Information =
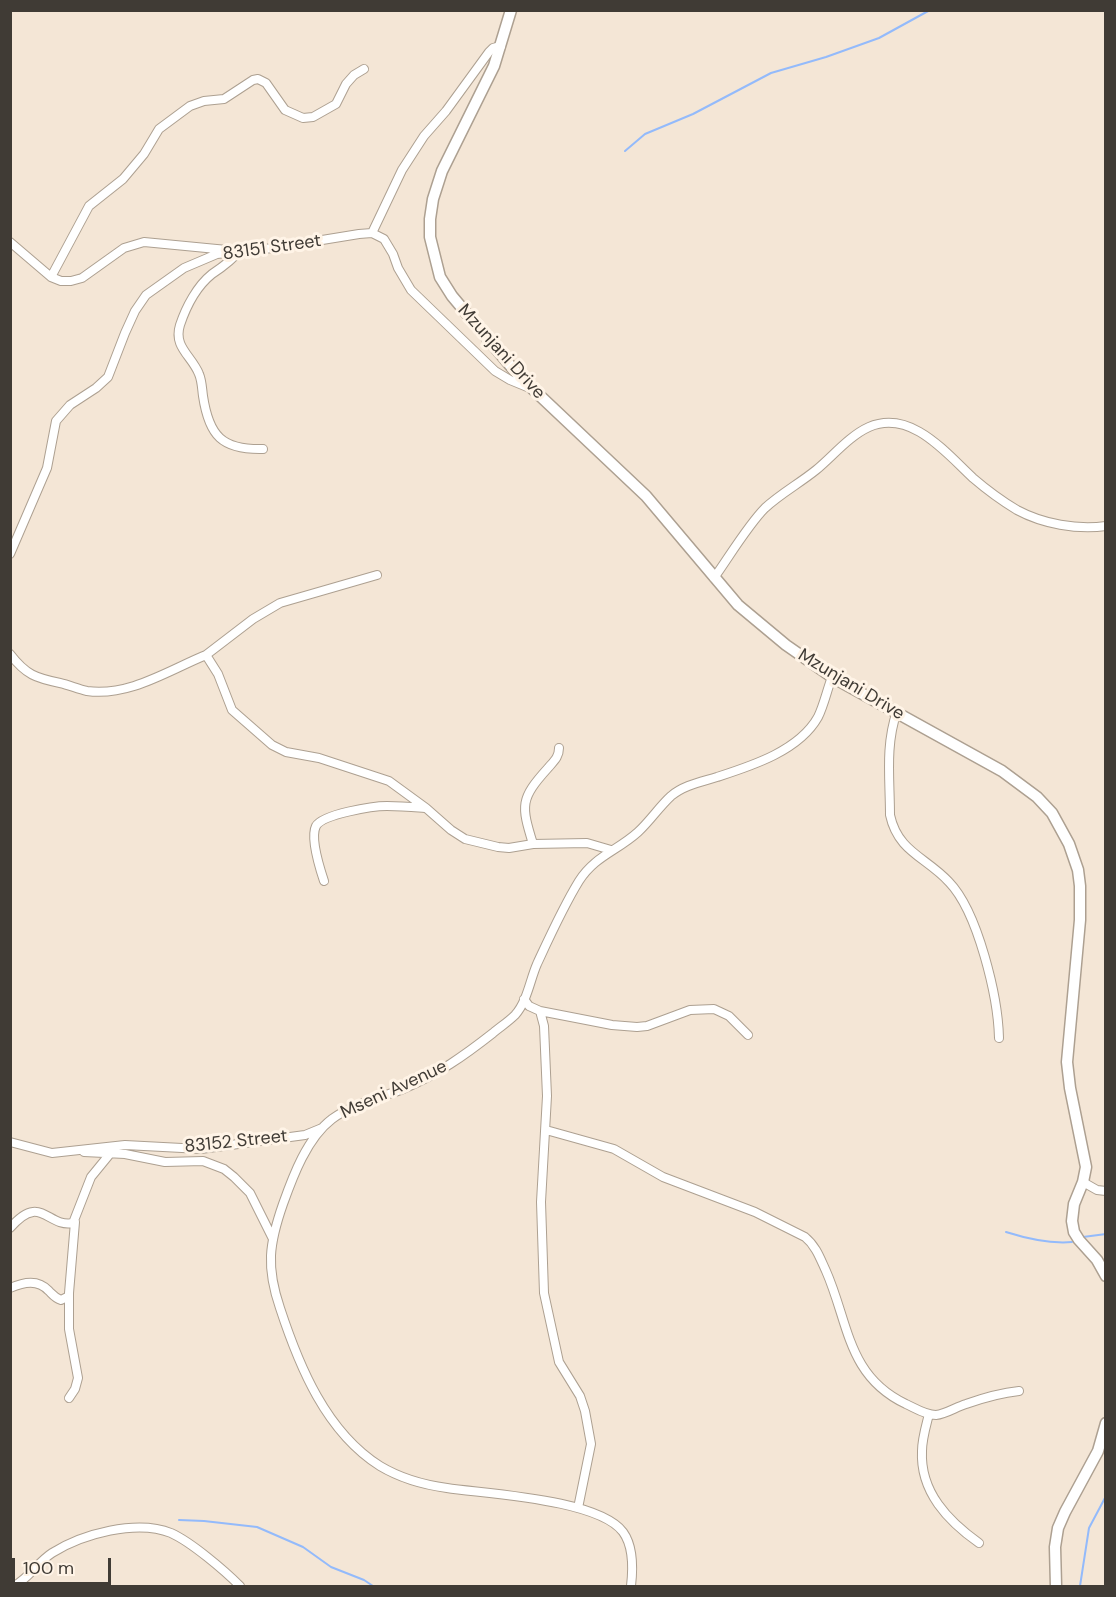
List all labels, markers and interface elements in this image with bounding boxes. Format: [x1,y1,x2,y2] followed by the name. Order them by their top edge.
[221,230,323,266] street label: 83151 Street
[453,300,549,404] street label: Mzunjani Drive
[794,645,908,725] street label: Mzunjani Drive
[337,1056,451,1124] street label: Mseni Avenue
[183,1126,289,1158] street label: 83152 Street
[15,1546,114,1584] scale bar
[23,1556,74,1580] text: 100 m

Task requirements = Make a word-for-word copy of the records above, excluding all pictures.

Exercise solution =
List all labels, markers and interface elements in this image with bounding boxes. Format: [x1,y1,x2,y2] followed by the name. Order them by their top edge.
[221,230,323,266] street label: 83151 Street
[453,300,549,404] street label: Mzunjani Drive
[794,645,908,725] street label: Mzunjani Drive
[337,1056,451,1124] street label: Mseni Avenue
[183,1126,289,1158] street label: 83152 Street
[15,1546,114,1584] scale bar
[23,1556,74,1580] text: 100 m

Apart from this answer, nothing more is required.